Artificial Intelligence Guided Echocardiographic Screening of Rare Diseases (EchoNet-Screening)

Artificial Intelligence Guided Echocardiographic Screening of Rare Diseases

Status
Recruiting
Phase
Study type
Observational
Enrollment
300 (estimated)
Sponsor
Cedars-Sinai Medical Center · Academic / Other
Sex
All
Age
18 Years
Healthy volunteers
Not accepted

Summary

Despite rapidly advancing developments in targeted therapeutics and genetic sequencing, persistent limits in the accuracy and throughput of clinical phenotyping has led to a widening gap between the potential and the actual benefits realized by precision medicine. Recent advances in machine learning and image processing techniques have shown that machine learning models can identify features unrecognized by human experts and more precisely/accurately assess common measurements made in clinical practice. The investigators have developed an algorithm, termed EchoNet-LVH, to identify cardiac hypertrophy and identify patients who would benefit from additional screening for cardiac amyloidosis and will prospectively evaluate its accuracy in identifying patients whom would benefit from additional screening for cardiac amyloidosis.

Detailed description

Despite rapidly advancing developments in targeted therapeutics and genetic sequencing, persistent limits in the accuracy and throughput of clinical phenotyping has led to a widening gap between the potential and the actual benefits realized by precision medicine. This conundrum is exemplified by current approaches to assessing morphologic alterations of the heart. If reliably identified, certain cardiac diseases (e.g. cardiac amyloidosis and hypertrophic cardiomyopathy) could avoid misdiagnosis and receive efficient treatment initiation with specific targeted therapies.
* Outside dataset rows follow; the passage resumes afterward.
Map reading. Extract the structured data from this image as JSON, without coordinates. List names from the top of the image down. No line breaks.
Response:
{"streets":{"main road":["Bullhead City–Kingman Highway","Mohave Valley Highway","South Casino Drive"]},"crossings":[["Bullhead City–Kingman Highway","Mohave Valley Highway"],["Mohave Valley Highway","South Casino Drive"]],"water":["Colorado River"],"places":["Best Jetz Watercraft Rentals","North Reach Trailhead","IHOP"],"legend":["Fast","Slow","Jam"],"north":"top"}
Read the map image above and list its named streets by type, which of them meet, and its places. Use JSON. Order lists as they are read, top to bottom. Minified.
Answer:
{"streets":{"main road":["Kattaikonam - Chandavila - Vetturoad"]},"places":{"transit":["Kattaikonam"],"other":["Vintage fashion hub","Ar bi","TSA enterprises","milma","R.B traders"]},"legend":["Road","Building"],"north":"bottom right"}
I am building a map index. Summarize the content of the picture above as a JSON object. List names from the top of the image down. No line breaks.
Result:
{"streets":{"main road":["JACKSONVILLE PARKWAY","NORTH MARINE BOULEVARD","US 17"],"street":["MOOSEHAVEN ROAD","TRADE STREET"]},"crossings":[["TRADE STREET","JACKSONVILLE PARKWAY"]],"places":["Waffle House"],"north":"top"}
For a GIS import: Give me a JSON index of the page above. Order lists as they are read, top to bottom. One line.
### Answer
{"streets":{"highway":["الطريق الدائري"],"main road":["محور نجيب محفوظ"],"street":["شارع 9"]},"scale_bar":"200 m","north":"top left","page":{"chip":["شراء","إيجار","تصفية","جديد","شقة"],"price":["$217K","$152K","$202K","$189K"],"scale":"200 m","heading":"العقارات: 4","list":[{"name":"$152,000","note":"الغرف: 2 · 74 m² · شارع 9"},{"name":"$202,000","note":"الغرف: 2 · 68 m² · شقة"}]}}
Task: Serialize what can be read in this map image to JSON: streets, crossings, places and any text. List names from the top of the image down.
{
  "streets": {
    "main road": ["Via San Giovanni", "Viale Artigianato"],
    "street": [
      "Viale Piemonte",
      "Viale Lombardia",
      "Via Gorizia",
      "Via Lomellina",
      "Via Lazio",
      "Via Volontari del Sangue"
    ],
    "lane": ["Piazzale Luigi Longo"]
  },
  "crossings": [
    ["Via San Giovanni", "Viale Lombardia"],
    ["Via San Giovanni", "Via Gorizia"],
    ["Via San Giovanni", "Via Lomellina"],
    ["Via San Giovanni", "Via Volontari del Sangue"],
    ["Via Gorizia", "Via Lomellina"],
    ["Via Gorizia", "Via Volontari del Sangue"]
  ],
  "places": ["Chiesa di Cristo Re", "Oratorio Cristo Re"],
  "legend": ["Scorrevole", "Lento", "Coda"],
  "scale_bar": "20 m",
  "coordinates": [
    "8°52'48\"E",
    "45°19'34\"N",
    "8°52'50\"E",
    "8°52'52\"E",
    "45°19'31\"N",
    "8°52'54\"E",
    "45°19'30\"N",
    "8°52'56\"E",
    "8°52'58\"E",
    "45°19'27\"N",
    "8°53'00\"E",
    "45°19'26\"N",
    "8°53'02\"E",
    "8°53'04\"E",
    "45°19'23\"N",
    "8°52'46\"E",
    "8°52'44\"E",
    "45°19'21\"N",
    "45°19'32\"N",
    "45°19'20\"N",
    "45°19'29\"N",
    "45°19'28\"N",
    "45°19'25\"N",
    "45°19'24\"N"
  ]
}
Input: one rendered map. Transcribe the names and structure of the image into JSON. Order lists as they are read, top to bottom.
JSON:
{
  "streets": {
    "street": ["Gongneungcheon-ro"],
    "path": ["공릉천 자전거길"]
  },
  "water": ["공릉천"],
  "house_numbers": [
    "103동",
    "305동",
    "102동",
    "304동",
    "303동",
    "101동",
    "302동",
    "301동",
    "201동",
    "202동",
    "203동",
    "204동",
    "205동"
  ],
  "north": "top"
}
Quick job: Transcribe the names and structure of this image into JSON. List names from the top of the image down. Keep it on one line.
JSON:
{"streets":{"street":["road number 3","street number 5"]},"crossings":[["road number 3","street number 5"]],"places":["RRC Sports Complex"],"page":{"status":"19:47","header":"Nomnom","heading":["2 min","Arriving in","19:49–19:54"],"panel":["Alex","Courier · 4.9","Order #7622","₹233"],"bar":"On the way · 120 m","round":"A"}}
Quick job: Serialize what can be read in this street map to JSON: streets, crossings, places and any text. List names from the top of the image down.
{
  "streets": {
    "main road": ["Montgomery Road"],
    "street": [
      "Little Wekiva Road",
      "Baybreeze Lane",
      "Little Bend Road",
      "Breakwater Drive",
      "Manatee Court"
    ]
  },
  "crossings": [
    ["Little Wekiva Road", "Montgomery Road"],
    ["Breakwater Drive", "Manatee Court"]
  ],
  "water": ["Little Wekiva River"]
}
The ability to reliably distinguish between cardiac disease types of similar morphology but different etiology would also enhance specificity for linking genetic risk variants and determining mechanisms Recent advances in machine learning and image processing techniques have shown that machine learning models can identify features unrecognized by human experts and more precisely/accurately assess common measurements made in clinical practice. In echocardiography, this ability for precision measurement and detection is important in both disease screening as well as diagnosis of cardiovascular disease. Echocardiography is routinely and frequently used for diagnosis and prognostication in routine clinical care, however there is often subjectivity in interpretation and heterogeneity in application. Human attention is fatigable and has heterogenous interpretation between providers. AI guided disease screening workflows have been proposed for rare diseases such as cardiac amyloidosis and other diseases with relatively low prevalence but significant human impact with targeted therapies when detected early. This is an area particularly suitable for AI as there are multiple mimics where diseases like hypertrophic cardiomyopathy, cardiac amyloidosis, aortic stenosis, and other phenotypes might visually be similar but can be distinguished by AI algorithms. The investigators have developed an algorithm, termed EchoNet-LVH, to identify cardiac hypertrophy and identify patients who would benefit from additional screening for cardiac amyloidosis, hypertrophic cardiomyopathy and other diseases. E

Conditions

Interventions

TypeNameDescription
OTHEREchoNet-LVH screening for cardiac amyloidosisAn AI algorithm identifies LVH, low voltage, and high suspicion for cardiac amyloidosis. The intervention is the suspicion score. Patients with high suspicion score will be referred to specialty clinic for standard of care evaluation, screening, and treatment as determined by physicians.

Timeline

Start date
2021-11-18
Primary completion
2026-01-01
Completion
2027-06-01
First posted
2021-12-01
Last updated
2025-06-27

Locations

1 site across 1 country: United States

Regulatory

Source: ClinicalTrials.gov record NCT05139797. Inclusion in this directory is not an endorsement.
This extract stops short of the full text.